Provided entries.
━━━━━━━━━━
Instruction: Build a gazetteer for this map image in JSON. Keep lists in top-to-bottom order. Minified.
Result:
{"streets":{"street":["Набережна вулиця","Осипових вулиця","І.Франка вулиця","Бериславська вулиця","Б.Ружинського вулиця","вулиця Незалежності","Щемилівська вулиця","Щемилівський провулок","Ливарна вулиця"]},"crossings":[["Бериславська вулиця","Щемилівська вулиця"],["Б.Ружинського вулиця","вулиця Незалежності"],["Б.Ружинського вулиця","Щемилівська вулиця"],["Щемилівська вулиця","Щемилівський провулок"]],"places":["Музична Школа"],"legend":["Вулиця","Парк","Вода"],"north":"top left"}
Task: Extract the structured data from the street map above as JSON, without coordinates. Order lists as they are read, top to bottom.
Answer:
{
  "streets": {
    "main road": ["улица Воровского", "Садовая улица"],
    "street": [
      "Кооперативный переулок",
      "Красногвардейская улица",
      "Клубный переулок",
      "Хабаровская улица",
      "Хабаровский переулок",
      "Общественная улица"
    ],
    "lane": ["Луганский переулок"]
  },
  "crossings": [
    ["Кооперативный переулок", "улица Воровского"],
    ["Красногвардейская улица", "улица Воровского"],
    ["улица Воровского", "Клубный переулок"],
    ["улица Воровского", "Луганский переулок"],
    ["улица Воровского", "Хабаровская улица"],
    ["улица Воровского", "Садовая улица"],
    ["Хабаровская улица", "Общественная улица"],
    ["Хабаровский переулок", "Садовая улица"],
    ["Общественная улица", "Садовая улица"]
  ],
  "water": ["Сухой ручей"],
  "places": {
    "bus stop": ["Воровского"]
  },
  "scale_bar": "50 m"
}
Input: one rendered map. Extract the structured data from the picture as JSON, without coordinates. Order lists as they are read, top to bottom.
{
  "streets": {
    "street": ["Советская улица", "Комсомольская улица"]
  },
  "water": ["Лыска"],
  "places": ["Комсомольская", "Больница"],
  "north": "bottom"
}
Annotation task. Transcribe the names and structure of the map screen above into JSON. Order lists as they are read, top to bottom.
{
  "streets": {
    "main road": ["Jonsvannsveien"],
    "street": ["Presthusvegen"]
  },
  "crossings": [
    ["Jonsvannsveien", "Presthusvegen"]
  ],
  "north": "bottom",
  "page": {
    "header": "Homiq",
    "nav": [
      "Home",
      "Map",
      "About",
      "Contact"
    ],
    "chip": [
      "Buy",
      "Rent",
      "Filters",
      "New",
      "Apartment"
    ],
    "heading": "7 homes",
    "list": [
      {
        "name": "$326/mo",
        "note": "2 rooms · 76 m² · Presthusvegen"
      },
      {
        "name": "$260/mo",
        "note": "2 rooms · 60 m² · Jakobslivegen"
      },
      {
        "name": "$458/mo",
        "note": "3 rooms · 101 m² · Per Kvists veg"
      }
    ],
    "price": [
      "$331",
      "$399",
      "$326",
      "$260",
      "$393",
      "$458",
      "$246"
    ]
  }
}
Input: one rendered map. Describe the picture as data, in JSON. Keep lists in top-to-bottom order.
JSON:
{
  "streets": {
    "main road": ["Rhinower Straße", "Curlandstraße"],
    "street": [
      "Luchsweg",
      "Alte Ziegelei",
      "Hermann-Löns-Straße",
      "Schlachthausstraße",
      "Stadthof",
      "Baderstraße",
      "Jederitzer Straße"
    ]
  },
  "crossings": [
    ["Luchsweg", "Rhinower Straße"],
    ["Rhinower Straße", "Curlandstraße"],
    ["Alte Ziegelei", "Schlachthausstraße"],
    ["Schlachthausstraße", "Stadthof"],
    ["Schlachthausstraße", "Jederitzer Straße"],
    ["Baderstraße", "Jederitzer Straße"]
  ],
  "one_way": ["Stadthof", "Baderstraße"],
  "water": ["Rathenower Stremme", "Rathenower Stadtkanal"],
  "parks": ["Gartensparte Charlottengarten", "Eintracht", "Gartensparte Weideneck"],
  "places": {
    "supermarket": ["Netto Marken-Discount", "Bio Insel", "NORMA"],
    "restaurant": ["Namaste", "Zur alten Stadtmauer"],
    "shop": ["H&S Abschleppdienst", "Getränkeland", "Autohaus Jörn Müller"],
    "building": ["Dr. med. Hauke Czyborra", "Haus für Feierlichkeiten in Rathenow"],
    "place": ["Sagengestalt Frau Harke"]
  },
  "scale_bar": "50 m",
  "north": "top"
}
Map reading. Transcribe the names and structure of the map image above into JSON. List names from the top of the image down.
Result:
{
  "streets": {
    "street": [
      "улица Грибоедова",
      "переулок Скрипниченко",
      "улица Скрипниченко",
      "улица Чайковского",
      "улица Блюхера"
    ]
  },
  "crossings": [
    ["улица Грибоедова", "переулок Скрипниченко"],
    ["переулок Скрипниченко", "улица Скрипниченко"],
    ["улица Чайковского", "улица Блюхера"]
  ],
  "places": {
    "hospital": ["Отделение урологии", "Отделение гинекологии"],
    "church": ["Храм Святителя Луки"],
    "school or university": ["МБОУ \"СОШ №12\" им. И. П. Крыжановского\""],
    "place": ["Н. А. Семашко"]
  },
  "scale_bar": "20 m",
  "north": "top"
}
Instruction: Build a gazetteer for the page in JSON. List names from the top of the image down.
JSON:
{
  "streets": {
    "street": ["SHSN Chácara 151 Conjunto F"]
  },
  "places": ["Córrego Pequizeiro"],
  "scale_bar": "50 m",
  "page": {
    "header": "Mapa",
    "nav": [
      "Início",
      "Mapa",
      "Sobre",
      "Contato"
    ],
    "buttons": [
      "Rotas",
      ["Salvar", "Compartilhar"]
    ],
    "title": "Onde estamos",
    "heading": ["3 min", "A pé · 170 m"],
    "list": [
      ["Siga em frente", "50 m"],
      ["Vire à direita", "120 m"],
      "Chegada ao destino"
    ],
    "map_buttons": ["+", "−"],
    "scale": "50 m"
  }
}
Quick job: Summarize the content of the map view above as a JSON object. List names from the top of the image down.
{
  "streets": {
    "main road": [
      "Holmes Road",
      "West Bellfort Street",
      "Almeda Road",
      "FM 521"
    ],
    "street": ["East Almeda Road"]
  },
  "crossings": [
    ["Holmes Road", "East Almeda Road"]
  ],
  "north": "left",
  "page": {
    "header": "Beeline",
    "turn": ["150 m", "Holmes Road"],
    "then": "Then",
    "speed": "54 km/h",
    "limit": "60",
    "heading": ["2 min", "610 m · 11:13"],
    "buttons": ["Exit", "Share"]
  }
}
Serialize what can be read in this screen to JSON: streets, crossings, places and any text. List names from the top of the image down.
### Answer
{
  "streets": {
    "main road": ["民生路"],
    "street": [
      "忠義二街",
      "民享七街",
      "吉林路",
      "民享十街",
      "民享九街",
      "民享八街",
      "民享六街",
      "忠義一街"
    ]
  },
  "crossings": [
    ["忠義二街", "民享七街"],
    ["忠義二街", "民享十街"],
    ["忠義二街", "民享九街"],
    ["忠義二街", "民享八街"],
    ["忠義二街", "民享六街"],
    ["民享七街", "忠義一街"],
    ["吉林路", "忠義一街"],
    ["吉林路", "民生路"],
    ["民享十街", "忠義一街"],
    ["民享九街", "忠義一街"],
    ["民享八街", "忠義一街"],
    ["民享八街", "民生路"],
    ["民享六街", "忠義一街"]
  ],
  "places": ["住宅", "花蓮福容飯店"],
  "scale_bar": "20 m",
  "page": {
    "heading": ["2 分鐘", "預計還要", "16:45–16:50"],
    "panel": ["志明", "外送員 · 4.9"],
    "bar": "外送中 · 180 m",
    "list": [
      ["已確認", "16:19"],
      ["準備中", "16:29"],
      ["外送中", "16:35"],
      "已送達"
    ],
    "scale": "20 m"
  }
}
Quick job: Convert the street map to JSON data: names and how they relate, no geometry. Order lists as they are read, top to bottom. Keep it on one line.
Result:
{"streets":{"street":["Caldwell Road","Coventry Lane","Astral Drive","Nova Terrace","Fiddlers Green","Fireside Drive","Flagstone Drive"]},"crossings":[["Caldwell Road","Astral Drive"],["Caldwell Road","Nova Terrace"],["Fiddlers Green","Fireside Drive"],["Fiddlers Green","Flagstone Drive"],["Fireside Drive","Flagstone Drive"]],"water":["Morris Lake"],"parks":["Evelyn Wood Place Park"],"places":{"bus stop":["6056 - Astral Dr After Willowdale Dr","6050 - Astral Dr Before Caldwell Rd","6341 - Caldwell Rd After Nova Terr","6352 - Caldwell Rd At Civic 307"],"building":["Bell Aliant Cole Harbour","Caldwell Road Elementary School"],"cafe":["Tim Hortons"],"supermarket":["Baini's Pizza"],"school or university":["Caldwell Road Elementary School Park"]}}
━━━━━━━━━━
Goal of the exercise.
Starting with the first line of the listing above and ending with the line that holds "Task: Extract the", return those lines exactly as written, both included.

Written answer.
Instruction: Build a gazetteer for this map image in JSON. Keep lists in top-to-bottom order. Minified.
Result:
{"streets":{"street":["Набережна вулиця","Осипових вулиця","І.Франка вулиця","Бериславська вулиця","Б.Ружинського вулиця","вулиця Незалежності","Щемилівська вулиця","Щемилівський провулок","Ливарна вулиця"]},"crossings":[["Бериславська вулиця","Щемилівська вулиця"],["Б.Ружинського вулиця","вулиця Незалежності"],["Б.Ружинського вулиця","Щемилівська вулиця"],["Щемилівська вулиця","Щемилівський провулок"]],"places":["Музична Школа"],"legend":["Вулиця","Парк","Вода"],"north":"top left"}
Task: Extract the structured data from the street map above as JSON, without coordinates. Order lists as they are read, top to bottom.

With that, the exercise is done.